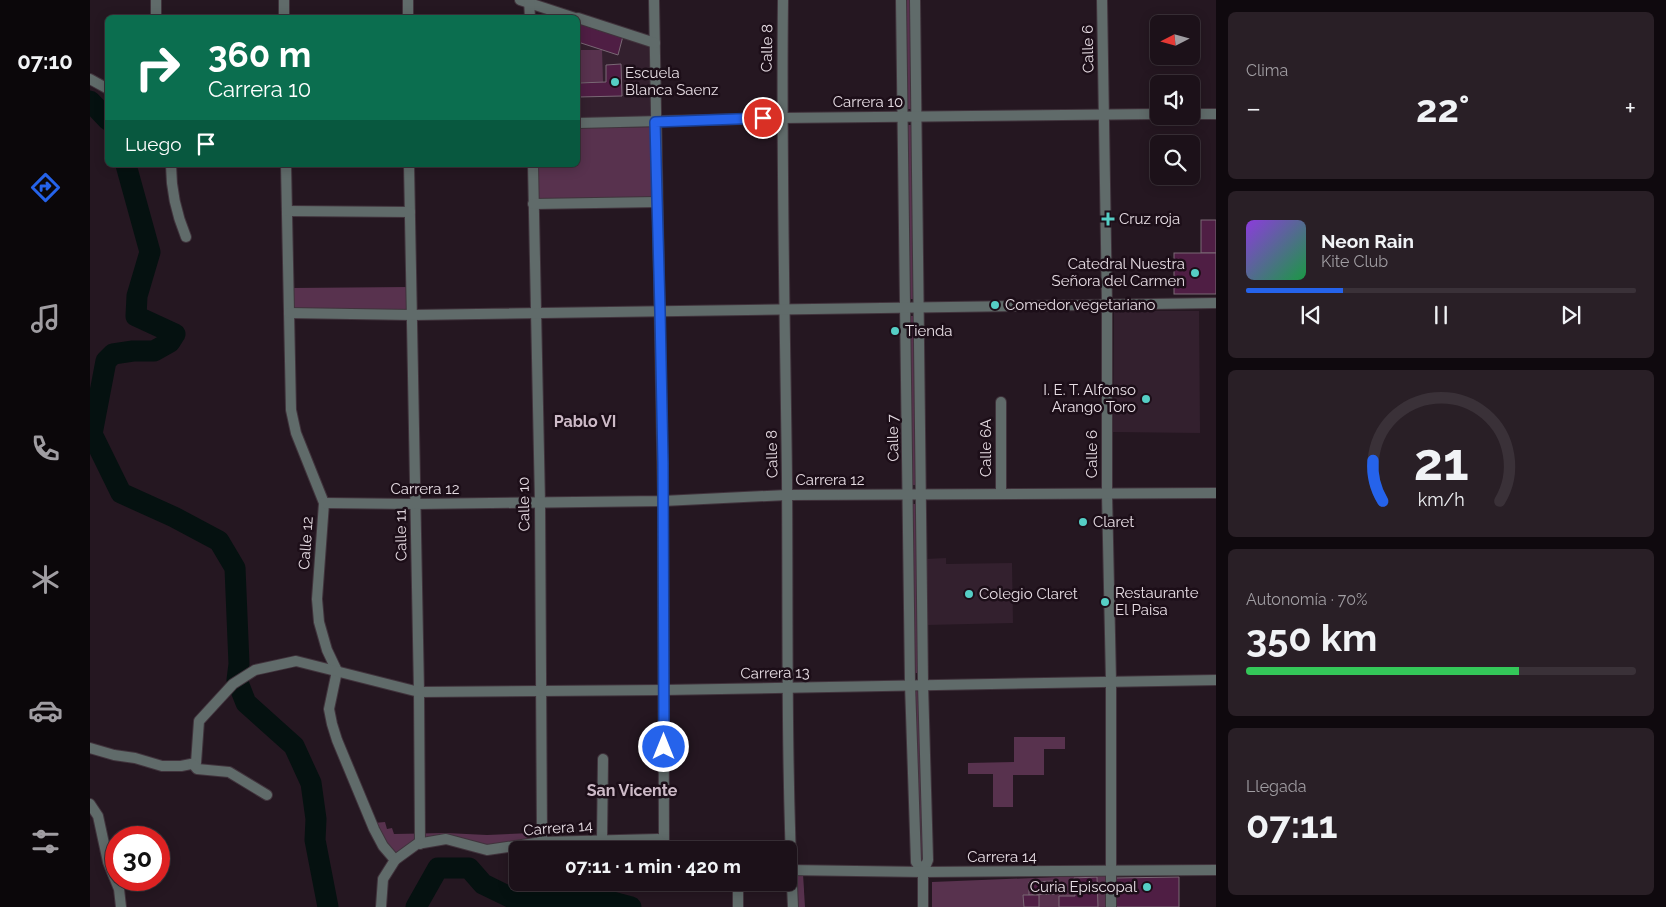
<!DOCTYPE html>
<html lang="es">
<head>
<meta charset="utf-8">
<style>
	body { margin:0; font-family:Raleway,sans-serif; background:#291f26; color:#f1f3f6; height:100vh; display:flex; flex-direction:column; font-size:19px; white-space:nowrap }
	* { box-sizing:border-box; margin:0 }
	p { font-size:16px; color:#a09da2 }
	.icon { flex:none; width:28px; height:28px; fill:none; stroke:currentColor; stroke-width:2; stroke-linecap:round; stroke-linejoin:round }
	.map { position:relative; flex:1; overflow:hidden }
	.panel { display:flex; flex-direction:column; gap:12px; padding:12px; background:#0f090e; width:450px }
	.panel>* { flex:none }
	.hud { position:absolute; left:15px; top:15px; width:475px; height:152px; border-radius:8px; box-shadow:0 2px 12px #0003,0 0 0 1px #3a3138; background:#0b6e4f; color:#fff; overflow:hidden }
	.needle { width:32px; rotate:264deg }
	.buttons { position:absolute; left:1060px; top:15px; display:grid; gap:10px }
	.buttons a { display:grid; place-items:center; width:50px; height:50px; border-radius:8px; background:#1c1119; box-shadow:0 2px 12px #0003,0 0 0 1px #3a3138; font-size:25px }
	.speed { position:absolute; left:15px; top:826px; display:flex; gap:10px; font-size:25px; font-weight:700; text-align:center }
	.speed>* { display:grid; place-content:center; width:65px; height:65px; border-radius:50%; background:#1c1119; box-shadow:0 2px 12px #0003,0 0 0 1px #3a3138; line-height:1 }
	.speed .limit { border:8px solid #d22; background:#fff; color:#111 }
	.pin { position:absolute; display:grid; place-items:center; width:42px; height:42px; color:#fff; margin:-21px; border:2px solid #fff; border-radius:50%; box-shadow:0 1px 5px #0007 }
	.me { position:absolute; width:55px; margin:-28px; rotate:0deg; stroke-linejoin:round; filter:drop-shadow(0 0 4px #0008) }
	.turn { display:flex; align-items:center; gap:18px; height:105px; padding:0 20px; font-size:22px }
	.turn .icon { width:65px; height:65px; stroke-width:2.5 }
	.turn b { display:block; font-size:35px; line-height:42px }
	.then { display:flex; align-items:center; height:48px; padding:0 20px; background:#0003; gap:10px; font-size:19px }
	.big { font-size:38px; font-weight:700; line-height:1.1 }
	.panel .tile { flex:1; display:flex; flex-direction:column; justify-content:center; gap:8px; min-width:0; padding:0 18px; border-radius:8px; background:#291f26 }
	.panel .dial { align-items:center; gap:0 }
	.dial svg { height:130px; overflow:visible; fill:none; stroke:#3a3138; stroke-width:7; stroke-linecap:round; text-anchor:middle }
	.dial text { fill:#f1f3f6; stroke:none }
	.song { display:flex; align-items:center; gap:15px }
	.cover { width:60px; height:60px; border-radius:8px; background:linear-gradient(135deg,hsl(270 70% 55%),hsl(140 70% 35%)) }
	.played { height:5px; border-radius:2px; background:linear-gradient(90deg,#2563eb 25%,#3a3138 25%) }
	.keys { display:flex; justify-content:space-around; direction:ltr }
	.heat { display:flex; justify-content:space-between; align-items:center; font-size:28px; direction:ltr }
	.charge { height:8px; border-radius:4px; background:linear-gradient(90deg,#34c759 70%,#3a3138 0) }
	.trip { position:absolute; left:419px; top:841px; width:288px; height:50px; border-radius:8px; background:#1c1119; box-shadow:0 2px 12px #0003,0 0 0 1px #3a3138; font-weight:700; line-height:50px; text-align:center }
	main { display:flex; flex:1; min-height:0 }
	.tab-bar { display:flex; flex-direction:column; width:90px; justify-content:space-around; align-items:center; background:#0b070a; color:#a09da2 }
	.tab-bar .icon { width:35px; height:35px }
	.tab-bar .current { color:#2563eb }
	.tab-bar b { font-size:22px; color:#f1f3f6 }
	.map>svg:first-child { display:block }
</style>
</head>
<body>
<main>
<nav class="tab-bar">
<b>07:10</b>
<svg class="icon current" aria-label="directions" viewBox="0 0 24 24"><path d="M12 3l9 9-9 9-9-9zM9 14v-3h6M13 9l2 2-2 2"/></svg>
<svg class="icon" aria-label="music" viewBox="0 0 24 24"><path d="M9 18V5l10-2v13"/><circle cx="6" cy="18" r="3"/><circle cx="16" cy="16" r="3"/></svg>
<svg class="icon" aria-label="phone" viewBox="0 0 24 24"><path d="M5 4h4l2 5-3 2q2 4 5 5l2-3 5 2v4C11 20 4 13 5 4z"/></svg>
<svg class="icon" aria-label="climate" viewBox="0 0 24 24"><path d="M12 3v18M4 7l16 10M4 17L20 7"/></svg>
<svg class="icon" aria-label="car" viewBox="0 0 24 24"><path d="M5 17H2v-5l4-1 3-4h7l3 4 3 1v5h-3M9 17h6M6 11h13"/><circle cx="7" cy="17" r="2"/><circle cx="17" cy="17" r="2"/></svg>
<svg class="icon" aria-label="filters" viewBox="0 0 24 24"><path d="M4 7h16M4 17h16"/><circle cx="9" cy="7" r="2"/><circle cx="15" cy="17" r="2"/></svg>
</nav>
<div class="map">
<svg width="1126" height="907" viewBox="0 0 1126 907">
	<rect width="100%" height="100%" fill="#251721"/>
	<g fill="#33202e">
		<polygon points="488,22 562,45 562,118 488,119"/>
		<polygon points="1024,311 1109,311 1110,433 1023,432"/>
		<polygon points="856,558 856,564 922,563 923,623 837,625 835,559"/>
	</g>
	<g fill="#58324e">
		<polygon points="815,0 822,0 823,109 818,109"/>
		<polygon points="488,50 512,50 513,82 488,82"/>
		<polygon points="817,125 823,125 825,299 820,299"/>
		<polygon points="561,127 563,199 446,201 445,165 488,165 488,128"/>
		<polygon points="318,287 319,310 202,310 201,288"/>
		<polygon points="819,316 824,316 828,485 823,485"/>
		<polygon points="822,504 828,504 829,673 823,673"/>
		<polygon points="830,689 834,861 829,861 824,690"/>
		<polygon points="924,737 975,737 975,749 954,749 954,775 923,775 923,807 903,807 903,774 878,774 878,763 924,762"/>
		<polygon points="295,822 297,829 302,828 304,834 356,833 397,835 441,833 441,842 396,847 356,838 325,843 305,853 300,849 284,823"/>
		<polygon points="703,873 713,874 715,907 705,907"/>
		<polygon points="1018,875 1017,907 842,907 842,882"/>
	</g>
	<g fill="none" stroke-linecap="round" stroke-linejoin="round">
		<g stroke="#051110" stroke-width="21">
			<polyline points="0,101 18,120"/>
			<polyline points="36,165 60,252 47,296 46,316 85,334 80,342 64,351 43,351 23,354 16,361 2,434 31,493 84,517 129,541 145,568 149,664 147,680 156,703 204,746 221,783 226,819 225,840 238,907"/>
			<polyline points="326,907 348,868 379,868 393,884 430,902 507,898 541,907"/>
		</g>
	</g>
	<g fill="#4f1e44" stroke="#7a6875">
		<polygon points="489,23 533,36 528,55 488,42 488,28"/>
		<polygon points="531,64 532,96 488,97 488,83 516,82 516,65"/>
		<rect x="1111" y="220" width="15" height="33"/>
		<rect x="1084" y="253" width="42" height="41"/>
		<polygon points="1007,877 1008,907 969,907 969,896 985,896 984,878"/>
		<polygon points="1089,877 1089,907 1025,907 1024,878"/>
		<polygon points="965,881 965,894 939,895 939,882"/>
		<polygon points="933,895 949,895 949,907 934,907"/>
	</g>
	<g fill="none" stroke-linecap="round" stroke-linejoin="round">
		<g stroke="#40333c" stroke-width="12">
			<g id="street">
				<polyline points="66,0 66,18"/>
				<polyline points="194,0 194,18"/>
				<polyline points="318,0 318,18"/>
				<polyline points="430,0 485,18"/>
				<polyline points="439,0 440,18"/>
				<polyline points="564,0 573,501 574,844"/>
				<path d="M693 0C691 160 695 319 697 479 698 621 696 764 703 907"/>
				<polyline points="811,0 820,684 826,862 833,872"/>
				<polyline points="825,0 833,684 838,860 833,872 833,907"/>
				<polyline points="1012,0 1017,305 1017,494 1021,681 1021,907"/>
				<polyline points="488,18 565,43"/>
				<polyline points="0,79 18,89"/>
				<polyline points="1101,114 1126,114"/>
				<polyline points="488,123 691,118 1069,114"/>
				<path d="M81 165C81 191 86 213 96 237"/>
				<polyline points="196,165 201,410 206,433 234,503 227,599 229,622 237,650 247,671 239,709 242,724 247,740 284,829 293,846 305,860 293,879 291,907"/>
				<polyline points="319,165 329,692 330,844"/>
				<polyline points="443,165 450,503 452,842"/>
				<polyline points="443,204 567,202"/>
				<polyline points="197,211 320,212"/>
				<polyline points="199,313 323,315 1126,303"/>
				<polyline points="911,402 911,494"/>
				<polyline points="234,503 325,504 573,501 697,495 1126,493"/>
				<polyline points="0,748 24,755 45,758 72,766 91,766 106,763 109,721 143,684 165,670 206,661 329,692 573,690 1126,680"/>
				<polyline points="103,764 107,769 139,772 177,795"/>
				<polyline points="0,804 8,816 18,862 29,889 31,907"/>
				<polyline points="512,840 513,759"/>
				<polyline points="305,860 327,844 356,839 397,850 452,842 568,839 578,850"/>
				<polyline points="698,870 833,872 1126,870"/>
				<polyline points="648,882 648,907"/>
			</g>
		</g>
		<use href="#street" stroke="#606b6a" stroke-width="10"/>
	</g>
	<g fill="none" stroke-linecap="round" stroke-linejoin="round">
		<g stroke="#184099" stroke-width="12">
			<polyline id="route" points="574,747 573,463 570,311 565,122 673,118"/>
		</g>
		<use href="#route" stroke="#2563eb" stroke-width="9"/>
	</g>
	<g fill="#55cec5" stroke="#1c0e18" stroke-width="2">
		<circle cx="525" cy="82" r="5"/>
		<path d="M1015.5 211.5h5v5h5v5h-5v5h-5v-5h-5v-5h5z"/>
		<circle cx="1105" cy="273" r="5"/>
		<circle cx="905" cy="305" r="5"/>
		<circle cx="805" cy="331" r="5"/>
		<circle cx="1056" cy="399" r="5"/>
		<circle cx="993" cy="522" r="5"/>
		<circle cx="879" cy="594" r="5"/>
		<circle cx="1015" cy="602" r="5"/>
		<circle cx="1057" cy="887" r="5"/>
	</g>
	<g text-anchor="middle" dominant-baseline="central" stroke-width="5" stroke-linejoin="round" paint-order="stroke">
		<g font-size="15" fill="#e7dde4" stroke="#1c0e18">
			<text transform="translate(677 48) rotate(-89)">Calle 8</text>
			<text transform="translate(998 49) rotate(-91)">Calle 6</text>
			<text x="778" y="102">Carrera 10</text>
			<text transform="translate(803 438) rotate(-91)">Calle 7</text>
			<text transform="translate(896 448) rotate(-90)">Calle 6A</text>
			<text transform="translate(682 454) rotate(-91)">Calle 8</text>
			<text transform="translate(1002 454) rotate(-90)">Calle 6</text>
			<text x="740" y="480">Carrera 12</text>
			<text x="335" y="489">Carrera 12</text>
			<text transform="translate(434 504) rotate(-91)">Calle 10</text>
			<text transform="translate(311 535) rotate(-91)">Calle 11</text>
			<text transform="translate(216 543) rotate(-86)">Calle 12</text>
			<text transform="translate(685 673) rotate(-1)">Carrera 13</text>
			<text transform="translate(468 828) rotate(-4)">Carrera 14</text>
			<text x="912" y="857">Carrera 14</text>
		</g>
		<g font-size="15" fill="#e7dde4" stroke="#1c0e18" text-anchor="start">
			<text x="535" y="73">Escuela<tspan x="535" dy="17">Blanca Saenz</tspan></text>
			<text x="1029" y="219">Cruz roja</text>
			<text x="1095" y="264" text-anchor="end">Catedral Nuestra<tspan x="1095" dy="17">Señora del Carmen</tspan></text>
			<text x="915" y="305">Comedor vegetariano</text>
			<text x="815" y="331">Tienda</text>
			<text x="1046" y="390" text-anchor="end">I. E. T. Alfonso<tspan x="1046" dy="17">Arango Toro</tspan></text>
			<text x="1003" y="522">Claret</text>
			<text x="1025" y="593">Restaurante<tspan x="1025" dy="17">El Paisa</tspan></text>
			<text x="889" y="594">Colegio Claret</text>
			<text x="1047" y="887" text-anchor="end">Curia Episcopal</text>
		</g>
		<g font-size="16" font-weight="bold" fill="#cdbac7" stroke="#1c0e18">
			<text x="495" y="421">Pablo VI</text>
			<text x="542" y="790">San Vicente</text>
		</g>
	</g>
</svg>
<div class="buttons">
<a><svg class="needle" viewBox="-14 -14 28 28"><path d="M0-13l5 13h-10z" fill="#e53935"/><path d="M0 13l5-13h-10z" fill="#a09da2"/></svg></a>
<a><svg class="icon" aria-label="sound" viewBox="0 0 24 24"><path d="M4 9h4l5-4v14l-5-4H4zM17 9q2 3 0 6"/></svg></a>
<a><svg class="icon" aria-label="search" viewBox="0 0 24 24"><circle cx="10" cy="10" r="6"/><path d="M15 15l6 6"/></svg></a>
</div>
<div class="speed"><div class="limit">30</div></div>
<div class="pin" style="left:673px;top:118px;background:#d93025"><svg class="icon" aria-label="arrive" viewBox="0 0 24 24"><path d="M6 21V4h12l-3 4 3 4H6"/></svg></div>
<svg class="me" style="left:574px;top:747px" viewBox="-20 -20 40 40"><circle r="17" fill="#2563eb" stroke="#fff" stroke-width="3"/><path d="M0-11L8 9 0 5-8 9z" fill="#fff"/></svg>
<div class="trip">07:11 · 1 min · 420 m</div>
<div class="hud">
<div class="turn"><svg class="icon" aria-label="right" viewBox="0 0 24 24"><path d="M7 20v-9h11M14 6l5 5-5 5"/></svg><div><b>360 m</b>Carrera 10</div></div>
<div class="then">Luego<svg class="icon" aria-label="arrive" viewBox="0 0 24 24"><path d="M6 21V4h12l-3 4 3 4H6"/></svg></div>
</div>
</div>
<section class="panel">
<div class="tile"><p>Clima</p>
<div class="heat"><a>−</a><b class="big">22°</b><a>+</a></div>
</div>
<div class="tile">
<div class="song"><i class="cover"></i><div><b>Neon Rain</b><p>Kite Club</p></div></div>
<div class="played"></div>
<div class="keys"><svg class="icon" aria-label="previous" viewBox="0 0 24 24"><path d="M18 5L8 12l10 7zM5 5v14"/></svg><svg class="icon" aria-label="pause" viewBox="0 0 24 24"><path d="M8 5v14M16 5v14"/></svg><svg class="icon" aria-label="next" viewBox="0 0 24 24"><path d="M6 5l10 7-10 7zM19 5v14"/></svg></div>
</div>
<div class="tile dial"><svg viewBox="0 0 100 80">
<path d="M14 69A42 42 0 1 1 86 69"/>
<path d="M14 69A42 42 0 0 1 8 44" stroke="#2563eb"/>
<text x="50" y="56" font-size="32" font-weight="700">21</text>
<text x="50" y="72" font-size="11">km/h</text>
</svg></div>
<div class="tile"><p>Autonomía · 70%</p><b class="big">350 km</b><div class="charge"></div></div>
<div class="tile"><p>Llegada</p><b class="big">07:11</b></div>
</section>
</main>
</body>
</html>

◇ ◇ ◇ ◇ ◇

- Exercise description: Only lines with the word "limit" are wanted. Find and copy them from the records above.

- Response for this exercise:
	.speed .limit { border:8px solid #d22; background:#fff; color:#111 }
<div class="speed"><div class="limit">30</div></div>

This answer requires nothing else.